━━━━━ Source material

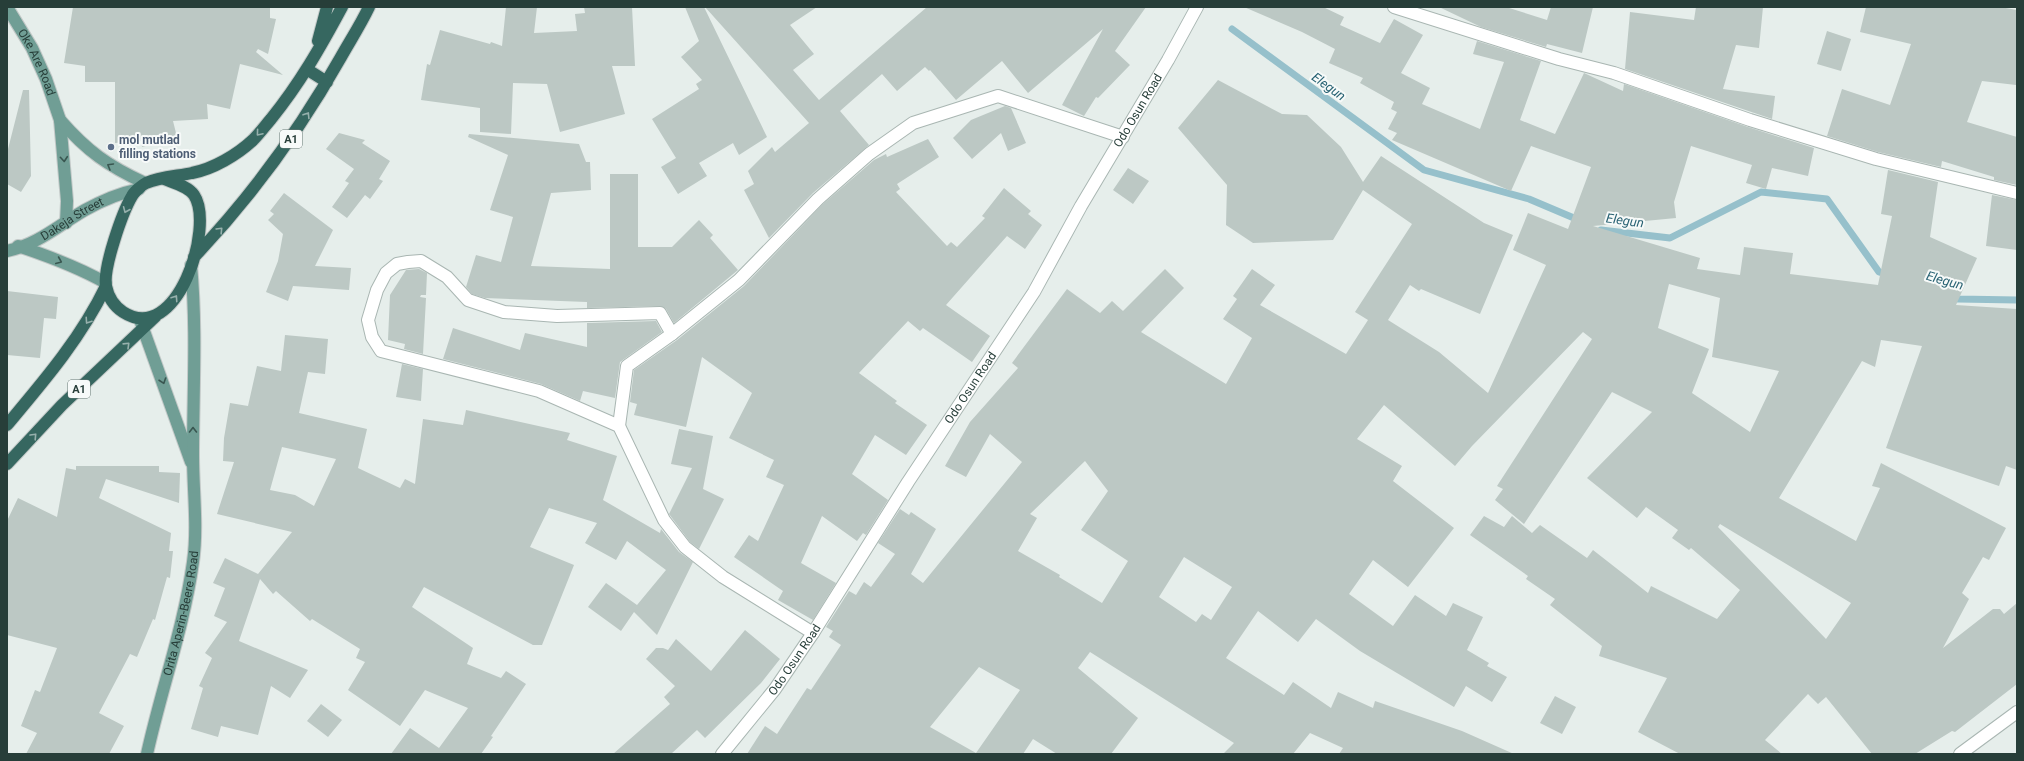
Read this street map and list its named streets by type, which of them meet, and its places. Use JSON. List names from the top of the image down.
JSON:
{
  "streets": {
    "highway": ["A1"],
    "main road": ["Oke Are Road", "Dakeja Street", "Orita Aperin-Beere Road"],
    "street": ["Odo Osun Road"]
  },
  "crossings": [
    ["Oke Are Road", "A1"],
    ["Oke Are Road", "Dakeja Street"],
    ["Oke Are Road", "Orita Aperin-Beere Road"],
    ["A1", "Dakeja Street"],
    ["A1", "Orita Aperin-Beere Road"],
    ["Dakeja Street", "Orita Aperin-Beere Road"]
  ],
  "water": ["Elegun"],
  "places": ["mol mutlad filling stations"]
}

━━━━━━━━━━

Task to carry out: Could you return all of the entries above exactly, without any images?

Task response:
Read this street map and list its named streets by type, which of them meet, and its places. Use JSON. List names from the top of the image down.
JSON:
{
  "streets": {
    "highway": ["A1"],
    "main road": ["Oke Are Road", "Dakeja Street", "Orita Aperin-Beere Road"],
    "street": ["Odo Osun Road"]
  },
  "crossings": [
    ["Oke Are Road", "A1"],
    ["Oke Are Road", "Dakeja Street"],
    ["Oke Are Road", "Orita Aperin-Beere Road"],
    ["A1", "Dakeja Street"],
    ["A1", "Orita Aperin-Beere Road"],
    ["Dakeja Street", "Orita Aperin-Beere Road"]
  ],
  "water": ["Elegun"],
  "places": ["mol mutlad filling stations"]
}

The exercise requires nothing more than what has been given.